We've all heard that old saying 'if it isn't broken, don't fix it.' But that's not what the maker of the bestselling office chair of all time said. Let's go back to 1994, the year a global design manufacturer by the name of Herman Miller presented the first generation Aeron Chair. The chairs designers Don Chadwick and Bill Stumpf created an instant icon for office workers around the world. Yes, really, around the world. The first-gen chair saw over 7-million sold in 134 countries.
And with such great success, you might be wondering what in the world would be cause for a redesign on such an iconic classic. Because I worked on the original version, I was very curious to know also, so I sat down with Tom Niergarth, VP of Platform Design at Herman Miller, to find out. Tom led development and production of the new Aeron and he had a lot to say about taking on the task of improving on a classic bestselling product.
It All Started With A Conversation
When you've made so many of one thing, or even the pieces that make up that one thing, you can begin to see through the production and into the possibilities. With the Aeron Chair, it wasn't really about getting rid of anything, but about making the product be more, do more, work- more. When the team at Herman Miller realized the possibilities ahead of the chair, thanks to changes in technology, systems, and innovation, they began to take a serious look at those possibilities as real objectives, and so the project began.
A Masterpiece Remastered
When considering a redesign, it is really important to, once again, ask yourself 'why?' And in that 'why?' you must define a need. For Herman Miller, the need still existed for the Aeron Chair, as did the client base. Which takes me into another very important aspect of improving a bestseller. Your plan should involve maintaining the important aspects of your original vision as you move forward.
Stumpf's original goal was to create a chair that inspired a lack of awareness, and this is something Herman Miller kept very close to the heart of the redesign. By preserving the original iconography of the chair, they were able to hold onto the visual personality of the chair that once seemed strange, but that now represents status.
What's the Bottom Line?
Going in for a redesign, there must be a strong production plan, but there also must be an even stronger bottom line. What purpose will your improvements fulfill? And how will you combine the old with the new for a purpose and bottom line that really mean business?

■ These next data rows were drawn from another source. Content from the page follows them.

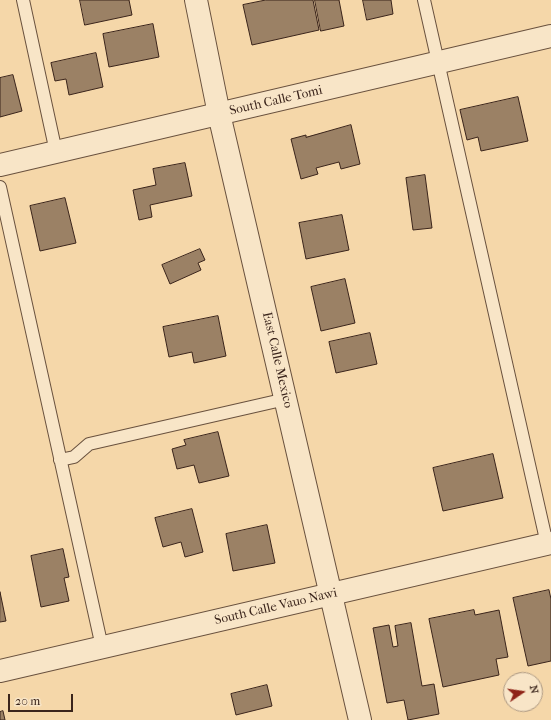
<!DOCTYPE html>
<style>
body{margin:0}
#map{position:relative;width:551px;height:720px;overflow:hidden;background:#f5d7a9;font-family:"IM FELL French Canon",serif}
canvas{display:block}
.north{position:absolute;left:503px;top:672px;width:40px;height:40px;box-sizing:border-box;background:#f8e5c7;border:1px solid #ac9882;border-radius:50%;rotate:77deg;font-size:11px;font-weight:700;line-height:16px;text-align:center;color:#3a241b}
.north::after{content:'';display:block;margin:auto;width:14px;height:18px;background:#8f2418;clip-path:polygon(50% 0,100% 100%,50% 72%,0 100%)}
.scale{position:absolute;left:8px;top:694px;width:65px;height:18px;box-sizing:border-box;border:2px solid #3a241b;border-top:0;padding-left:5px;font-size:12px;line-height:14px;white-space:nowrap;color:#3a241b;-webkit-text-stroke:3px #f8e5c7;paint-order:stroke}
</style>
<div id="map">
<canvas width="551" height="720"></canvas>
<div class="north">N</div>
<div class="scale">20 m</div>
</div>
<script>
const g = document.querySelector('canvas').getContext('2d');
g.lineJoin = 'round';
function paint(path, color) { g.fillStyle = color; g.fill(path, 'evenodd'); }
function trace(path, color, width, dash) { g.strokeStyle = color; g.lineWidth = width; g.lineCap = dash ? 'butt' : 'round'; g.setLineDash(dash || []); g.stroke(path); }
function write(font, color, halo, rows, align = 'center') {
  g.font = font + ' "IM FELL French Canon",serif'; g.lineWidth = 3.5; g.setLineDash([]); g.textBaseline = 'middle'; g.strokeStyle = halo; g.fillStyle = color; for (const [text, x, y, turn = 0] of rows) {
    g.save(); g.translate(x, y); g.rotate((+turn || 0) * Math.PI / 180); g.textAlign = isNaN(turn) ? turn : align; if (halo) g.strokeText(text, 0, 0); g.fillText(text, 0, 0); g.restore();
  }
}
const building = new Path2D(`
 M 80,0 L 129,0 L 132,15 L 85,25 Z
 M 266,0 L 313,0 L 319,30 L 252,45 L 243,5 Z
 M 315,0 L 339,0 L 344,26 L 321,31 Z
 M 363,0 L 391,0 L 393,14 L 367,20 Z
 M 153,24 L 159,57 L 109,67 L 103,34 Z
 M 96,53 L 103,87 L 69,95 L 66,79 L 55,81 L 51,63 Z
 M 13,75 L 22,111 L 0,117 L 0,78 Z
 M 518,97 L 528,141 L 481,151 L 478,137 L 467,140 L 460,110 Z
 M 351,125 L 360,164 L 341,169 L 339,162 L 316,168 L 318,174 L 301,179 L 291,139 L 306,135 L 306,137 Z
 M 185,163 L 192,196 L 150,205 L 152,217 L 139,220 L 133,190 L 156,185 L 153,169 Z
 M 425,175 L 432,228 L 413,230 L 406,178 Z
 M 65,198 L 76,243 L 40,251 L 30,206 Z
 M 342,215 L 349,250 L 306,259 L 299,223 Z
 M 200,249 L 205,260 L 198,263 L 201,270 L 170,284 L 162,265 Z
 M 345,279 L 355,323 L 321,331 L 311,287 Z
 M 218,316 L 226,356 L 194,363 L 192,352 L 169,357 L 163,327 Z
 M 370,333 L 377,364 L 336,373 L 329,342 Z
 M 218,432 L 229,476 L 199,483 L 194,465 L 177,469 L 172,449 L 186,445 L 184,440 Z
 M 493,454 L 503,498 L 443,511 L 433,468 Z
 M 192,509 L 203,552 L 185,557 L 181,542 L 163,547 L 155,518 Z
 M 267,525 L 275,563 L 233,571 L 226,534 Z
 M 63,549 L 69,577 L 64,578 L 69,601 L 41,607 L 31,556 Z
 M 549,590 L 551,599 L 551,661 L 528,666 L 513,598 Z
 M 0,592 L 6,621 L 0,622 Z
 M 474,610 L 475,615 L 499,610 L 508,657 L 496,659 L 499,675 L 443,687 L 429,619 Z
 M 411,623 L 422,686 L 434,684 L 439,714 L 408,720 L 404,700 L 387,703 L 373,628 L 389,625 L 393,647 L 398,646 L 395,626 Z
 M 267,685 L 272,706 L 236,715 L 231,694 Z
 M 3,711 L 5,720 L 0,720 L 0,712 Z`);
paint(building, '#9b8165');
trace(building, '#3a241b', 1);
const service = new Path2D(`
 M 23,0 L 56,152
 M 424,0 L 547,544
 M 0,187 L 102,647
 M 60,460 L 74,457 L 89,444 L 286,399`);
const minor = new Path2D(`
 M 196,0 L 219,114 L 360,720
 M 0,165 L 551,36
 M 0,671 L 551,543`);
trace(service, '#69513e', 14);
trace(minor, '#69513e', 24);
trace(service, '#f8e5c7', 12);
trace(minor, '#f8e5c7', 22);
write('13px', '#3a241b', '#f8e5c7', [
 ["South Calle Tomi",276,101,-13],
 ["East Calle Mexico",277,360,77],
 ["South Calle Vauo Nawi",276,607,-13]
]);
</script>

The bottom line for the new Aeron Chair is that it performs better, period. With stronger, smarter materials, better adjustment capabilities, and new finish options, these improvements have taken the Aeron Chair into a new era. As for what Bill Stumpf might have thought, Tom Niergarth commented, "I believe that he would be elated that we have made the advancements that we have on this new Aeron because it is better fulfilling his aspirations." I concur.